## Directions
From the first line through the one containing "Give me a JSON", restate the listing word for word, and give no other lines.

## Input data
= = = = = = =

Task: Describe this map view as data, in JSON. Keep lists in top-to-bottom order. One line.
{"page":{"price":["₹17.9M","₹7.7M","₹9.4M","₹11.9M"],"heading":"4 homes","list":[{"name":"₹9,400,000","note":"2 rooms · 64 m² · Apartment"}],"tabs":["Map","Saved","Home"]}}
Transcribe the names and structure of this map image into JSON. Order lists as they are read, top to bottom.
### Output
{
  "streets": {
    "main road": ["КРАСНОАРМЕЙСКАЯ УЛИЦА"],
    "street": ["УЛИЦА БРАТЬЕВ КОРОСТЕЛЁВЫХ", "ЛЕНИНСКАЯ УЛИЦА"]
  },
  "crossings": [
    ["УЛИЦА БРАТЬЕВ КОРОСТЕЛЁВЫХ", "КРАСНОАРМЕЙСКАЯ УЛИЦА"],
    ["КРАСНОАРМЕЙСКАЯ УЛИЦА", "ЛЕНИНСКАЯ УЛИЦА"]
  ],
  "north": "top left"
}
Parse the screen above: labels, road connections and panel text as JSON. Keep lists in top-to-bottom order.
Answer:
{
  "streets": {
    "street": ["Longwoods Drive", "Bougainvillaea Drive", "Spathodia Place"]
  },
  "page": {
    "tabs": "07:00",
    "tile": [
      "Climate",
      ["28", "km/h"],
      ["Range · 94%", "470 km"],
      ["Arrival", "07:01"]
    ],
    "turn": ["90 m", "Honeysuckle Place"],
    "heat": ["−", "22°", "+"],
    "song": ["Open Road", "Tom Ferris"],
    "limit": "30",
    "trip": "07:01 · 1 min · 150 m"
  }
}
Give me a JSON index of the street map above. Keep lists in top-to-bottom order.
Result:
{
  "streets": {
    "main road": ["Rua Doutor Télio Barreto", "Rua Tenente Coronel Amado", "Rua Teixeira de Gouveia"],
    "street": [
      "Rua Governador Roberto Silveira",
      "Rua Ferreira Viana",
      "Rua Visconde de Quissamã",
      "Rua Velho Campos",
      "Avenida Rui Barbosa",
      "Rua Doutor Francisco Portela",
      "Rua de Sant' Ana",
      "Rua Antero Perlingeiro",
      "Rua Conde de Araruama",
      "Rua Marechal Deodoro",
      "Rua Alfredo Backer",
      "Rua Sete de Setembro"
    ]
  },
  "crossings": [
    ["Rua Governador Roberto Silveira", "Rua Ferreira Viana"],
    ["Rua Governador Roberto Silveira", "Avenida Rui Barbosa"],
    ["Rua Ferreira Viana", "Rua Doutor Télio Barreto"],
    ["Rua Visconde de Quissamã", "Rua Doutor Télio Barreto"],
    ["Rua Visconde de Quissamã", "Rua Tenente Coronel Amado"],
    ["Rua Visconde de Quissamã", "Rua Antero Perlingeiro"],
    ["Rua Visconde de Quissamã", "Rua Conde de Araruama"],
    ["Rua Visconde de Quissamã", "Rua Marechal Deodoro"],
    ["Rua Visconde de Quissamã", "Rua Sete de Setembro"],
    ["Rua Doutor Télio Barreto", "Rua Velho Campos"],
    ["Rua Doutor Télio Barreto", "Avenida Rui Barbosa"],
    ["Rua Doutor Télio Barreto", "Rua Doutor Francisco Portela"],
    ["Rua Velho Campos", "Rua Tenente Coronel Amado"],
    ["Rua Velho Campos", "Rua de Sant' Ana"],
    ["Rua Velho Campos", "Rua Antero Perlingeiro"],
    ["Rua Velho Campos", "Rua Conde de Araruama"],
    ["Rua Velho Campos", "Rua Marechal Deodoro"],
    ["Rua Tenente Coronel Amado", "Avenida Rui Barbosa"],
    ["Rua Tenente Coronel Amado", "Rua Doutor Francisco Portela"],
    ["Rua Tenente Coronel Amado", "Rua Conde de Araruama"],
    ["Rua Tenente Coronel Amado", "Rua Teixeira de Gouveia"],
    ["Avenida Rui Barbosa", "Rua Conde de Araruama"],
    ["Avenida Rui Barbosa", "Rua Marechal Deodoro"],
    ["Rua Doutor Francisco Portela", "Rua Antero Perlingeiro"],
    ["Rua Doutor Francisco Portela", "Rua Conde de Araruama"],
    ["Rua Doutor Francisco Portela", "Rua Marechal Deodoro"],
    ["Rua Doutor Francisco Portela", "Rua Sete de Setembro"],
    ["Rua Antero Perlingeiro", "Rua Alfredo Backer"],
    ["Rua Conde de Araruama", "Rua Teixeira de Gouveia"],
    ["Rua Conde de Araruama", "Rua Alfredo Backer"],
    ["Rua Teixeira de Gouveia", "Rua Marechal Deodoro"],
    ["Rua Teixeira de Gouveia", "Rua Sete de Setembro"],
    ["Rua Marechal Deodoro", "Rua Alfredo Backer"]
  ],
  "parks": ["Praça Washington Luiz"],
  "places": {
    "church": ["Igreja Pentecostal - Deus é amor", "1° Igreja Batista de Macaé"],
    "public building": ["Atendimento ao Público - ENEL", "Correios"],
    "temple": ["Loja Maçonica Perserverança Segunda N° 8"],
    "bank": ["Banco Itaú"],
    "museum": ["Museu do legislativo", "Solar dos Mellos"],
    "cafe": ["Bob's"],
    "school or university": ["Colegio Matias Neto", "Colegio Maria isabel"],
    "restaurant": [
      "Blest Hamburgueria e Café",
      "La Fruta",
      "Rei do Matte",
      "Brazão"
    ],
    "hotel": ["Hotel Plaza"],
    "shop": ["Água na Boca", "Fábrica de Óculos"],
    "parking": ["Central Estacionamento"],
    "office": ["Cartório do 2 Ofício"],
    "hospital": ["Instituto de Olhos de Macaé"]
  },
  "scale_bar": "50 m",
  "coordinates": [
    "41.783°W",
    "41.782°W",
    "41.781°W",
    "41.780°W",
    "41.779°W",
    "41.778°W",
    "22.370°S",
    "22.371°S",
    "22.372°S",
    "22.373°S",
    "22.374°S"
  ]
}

= = = = = = =

## Written response
Task: Describe this map view as data, in JSON. Keep lists in top-to-bottom order. One line.
{"page":{"price":["₹17.9M","₹7.7M","₹9.4M","₹11.9M"],"heading":"4 homes","list":[{"name":"₹9,400,000","note":"2 rooms · 64 m² · Apartment"}],"tabs":["Map","Saved","Home"]}}
Transcribe the names and structure of this map image into JSON. Order lists as they are read, top to bottom.
### Output
{
  "streets": {
    "main road": ["КРАСНОАРМЕЙСКАЯ УЛИЦА"],
    "street": ["УЛИЦА БРАТЬЕВ КОРОСТЕЛЁВЫХ", "ЛЕНИНСКАЯ УЛИЦА"]
  },
  "crossings": [
    ["УЛИЦА БРАТЬЕВ КОРОСТЕЛЁВЫХ", "КРАСНОАРМЕЙСКАЯ УЛИЦА"],
    ["КРАСНОАРМЕЙСКАЯ УЛИЦА", "ЛЕНИНСКАЯ УЛИЦА"]
  ],
  "north": "top left"
}
Parse the screen above: labels, road connections and panel text as JSON. Keep lists in top-to-bottom order.
Answer:
{
  "streets": {
    "street": ["Longwoods Drive", "Bougainvillaea Drive", "Spathodia Place"]
  },
  "page": {
    "tabs": "07:00",
    "tile": [
      "Climate",
      ["28", "km/h"],
      ["Range · 94%", "470 km"],
      ["Arrival", "07:01"]
    ],
    "turn": ["90 m", "Honeysuckle Place"],
    "heat": ["−", "22°", "+"],
    "song": ["Open Road", "Tom Ferris"],
    "limit": "30",
    "trip": "07:01 · 1 min · 150 m"
  }
}
Give me a JSON index of the street map above. Keep lists in top-to-bottom order.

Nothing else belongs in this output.